FeatureHasher¶
Implements the hashing trick.
Each pair of (name, value) features is hashed into a random integer in [0, n_features), using the signed 32-bit MurmurHash3 of the feature's token. String values are hashed as "name=value" tokens and contribute 1; numeric values are hashed under "name" and contribute the value itself.

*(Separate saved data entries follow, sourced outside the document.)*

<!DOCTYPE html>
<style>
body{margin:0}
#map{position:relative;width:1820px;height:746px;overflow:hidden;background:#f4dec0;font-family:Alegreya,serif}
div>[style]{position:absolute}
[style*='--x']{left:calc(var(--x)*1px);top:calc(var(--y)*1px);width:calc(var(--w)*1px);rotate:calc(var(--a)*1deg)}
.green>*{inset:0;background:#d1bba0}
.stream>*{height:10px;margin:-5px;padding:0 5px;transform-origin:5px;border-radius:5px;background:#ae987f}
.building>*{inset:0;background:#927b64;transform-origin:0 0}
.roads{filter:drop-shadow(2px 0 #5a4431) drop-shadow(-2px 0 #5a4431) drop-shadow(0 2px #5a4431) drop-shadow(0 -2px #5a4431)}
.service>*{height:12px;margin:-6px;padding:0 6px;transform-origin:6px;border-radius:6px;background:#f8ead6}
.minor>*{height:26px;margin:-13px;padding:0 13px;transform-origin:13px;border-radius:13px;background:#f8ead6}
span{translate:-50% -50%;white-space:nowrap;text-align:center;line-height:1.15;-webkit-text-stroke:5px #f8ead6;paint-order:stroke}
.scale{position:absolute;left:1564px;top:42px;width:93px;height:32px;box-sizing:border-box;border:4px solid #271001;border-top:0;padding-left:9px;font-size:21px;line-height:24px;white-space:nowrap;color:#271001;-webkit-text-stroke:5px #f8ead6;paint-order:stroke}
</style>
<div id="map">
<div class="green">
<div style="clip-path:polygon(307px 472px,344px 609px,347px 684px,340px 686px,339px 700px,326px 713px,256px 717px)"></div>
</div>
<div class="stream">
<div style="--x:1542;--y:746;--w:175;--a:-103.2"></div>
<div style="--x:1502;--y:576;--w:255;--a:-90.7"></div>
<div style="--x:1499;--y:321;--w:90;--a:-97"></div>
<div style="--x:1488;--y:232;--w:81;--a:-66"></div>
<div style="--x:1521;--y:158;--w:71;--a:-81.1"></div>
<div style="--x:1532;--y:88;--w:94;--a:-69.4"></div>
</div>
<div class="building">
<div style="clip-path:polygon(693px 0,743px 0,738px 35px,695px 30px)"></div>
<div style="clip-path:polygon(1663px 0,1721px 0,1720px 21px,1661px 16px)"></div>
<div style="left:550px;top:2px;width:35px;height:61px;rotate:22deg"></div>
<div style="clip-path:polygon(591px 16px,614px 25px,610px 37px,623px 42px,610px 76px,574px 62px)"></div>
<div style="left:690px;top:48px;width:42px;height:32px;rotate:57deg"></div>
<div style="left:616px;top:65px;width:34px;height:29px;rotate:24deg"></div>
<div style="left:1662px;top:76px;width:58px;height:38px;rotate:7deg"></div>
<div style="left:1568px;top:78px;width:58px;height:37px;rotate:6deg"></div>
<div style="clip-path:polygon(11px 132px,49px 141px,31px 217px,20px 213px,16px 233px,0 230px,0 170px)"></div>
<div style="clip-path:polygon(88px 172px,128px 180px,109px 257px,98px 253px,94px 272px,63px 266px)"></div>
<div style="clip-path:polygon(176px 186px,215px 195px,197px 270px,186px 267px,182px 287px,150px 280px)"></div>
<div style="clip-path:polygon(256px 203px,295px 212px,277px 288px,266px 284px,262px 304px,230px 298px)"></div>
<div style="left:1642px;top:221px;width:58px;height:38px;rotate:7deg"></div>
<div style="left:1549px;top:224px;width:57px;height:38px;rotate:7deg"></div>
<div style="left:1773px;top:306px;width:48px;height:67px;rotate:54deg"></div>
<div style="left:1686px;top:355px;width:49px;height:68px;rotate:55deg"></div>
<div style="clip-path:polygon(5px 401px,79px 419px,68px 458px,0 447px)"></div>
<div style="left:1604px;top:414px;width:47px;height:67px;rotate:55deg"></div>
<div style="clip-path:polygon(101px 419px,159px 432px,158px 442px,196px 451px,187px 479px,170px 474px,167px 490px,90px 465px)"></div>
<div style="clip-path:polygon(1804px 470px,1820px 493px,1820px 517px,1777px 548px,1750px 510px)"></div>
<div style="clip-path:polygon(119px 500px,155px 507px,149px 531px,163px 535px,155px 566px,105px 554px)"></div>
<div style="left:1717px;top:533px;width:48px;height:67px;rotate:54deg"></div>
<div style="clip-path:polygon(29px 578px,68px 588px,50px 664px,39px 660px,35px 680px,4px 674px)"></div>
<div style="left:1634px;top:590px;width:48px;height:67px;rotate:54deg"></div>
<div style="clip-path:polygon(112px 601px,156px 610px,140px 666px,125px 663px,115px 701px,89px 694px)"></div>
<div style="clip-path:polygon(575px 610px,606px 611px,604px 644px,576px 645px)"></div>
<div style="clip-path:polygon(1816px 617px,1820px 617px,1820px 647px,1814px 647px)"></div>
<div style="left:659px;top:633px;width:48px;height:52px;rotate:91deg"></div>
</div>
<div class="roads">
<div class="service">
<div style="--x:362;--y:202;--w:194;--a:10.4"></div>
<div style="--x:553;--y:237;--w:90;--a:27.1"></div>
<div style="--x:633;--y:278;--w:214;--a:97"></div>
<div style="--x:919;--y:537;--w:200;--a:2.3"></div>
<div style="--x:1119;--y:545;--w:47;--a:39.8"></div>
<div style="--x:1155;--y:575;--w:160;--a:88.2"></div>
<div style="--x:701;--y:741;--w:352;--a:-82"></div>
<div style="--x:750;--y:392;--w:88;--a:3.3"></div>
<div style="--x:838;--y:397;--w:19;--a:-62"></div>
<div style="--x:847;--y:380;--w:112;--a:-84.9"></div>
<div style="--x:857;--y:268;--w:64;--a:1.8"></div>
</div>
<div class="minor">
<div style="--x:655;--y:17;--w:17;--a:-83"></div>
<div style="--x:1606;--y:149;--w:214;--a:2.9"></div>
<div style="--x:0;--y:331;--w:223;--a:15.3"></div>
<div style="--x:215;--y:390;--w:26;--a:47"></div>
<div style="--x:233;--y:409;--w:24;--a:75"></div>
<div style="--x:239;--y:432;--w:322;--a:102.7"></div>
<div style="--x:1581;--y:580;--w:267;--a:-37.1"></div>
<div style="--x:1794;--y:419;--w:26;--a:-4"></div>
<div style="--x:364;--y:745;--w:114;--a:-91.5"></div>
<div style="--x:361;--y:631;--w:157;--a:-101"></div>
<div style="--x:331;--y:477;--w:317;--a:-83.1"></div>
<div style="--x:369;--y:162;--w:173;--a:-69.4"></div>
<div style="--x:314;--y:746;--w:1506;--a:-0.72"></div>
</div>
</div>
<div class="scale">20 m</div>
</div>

The hashing is performed in Rust, so the whole transform of an example happens in a single native call.
Parameters¶
-
n_features
Default →
1048576The number by which each hash will be moduloed by.
-
seed
Type →
int | NoneDefault →
NoneSet the seed to produce identical results. When
None, a random seed is drawn, so two instances will hash features to different buckets. -
alternate_sign
Type →
boolDefault →
TrueWhen
True(the default), the sign bit of the hash is used to negate half of the contributions. This keeps the expected value of each bucket at zero, so hash collisions between unrelated features tend to cancel out rather than accumulate, which is especially helpful for smalln_features. This matches scikit-learn'sFeatureHasher.
Examples¶
import river
hasher = river.preprocessing.FeatureHasher(n_features=10, seed=42)
X = [
{'dog': 1, 'cat': 2, 'elephant': 4},
{'dog': 2, 'run': 5}
]
for x in X:
print(hasher.transform_one(x))
{5: -3, 7: 2}
{5: 2, 9: -5}
Methods¶
learn_one
Update with a set of features x.
A lot of transformers don't actually have to do anything during the learn_one step because they are stateless. For this reason the default behavior of this function is to do nothing. Transformers that however do something during the learn_one can override this method.
Parameters
- x —
dict[base.typing.FeatureName, Any]
transform_one
Transform a set of features x.
Parameters
- x —
dict[base.typing.FeatureName, Any]
Returns
dict[base.typing.FeatureName, Any]: The transformed values.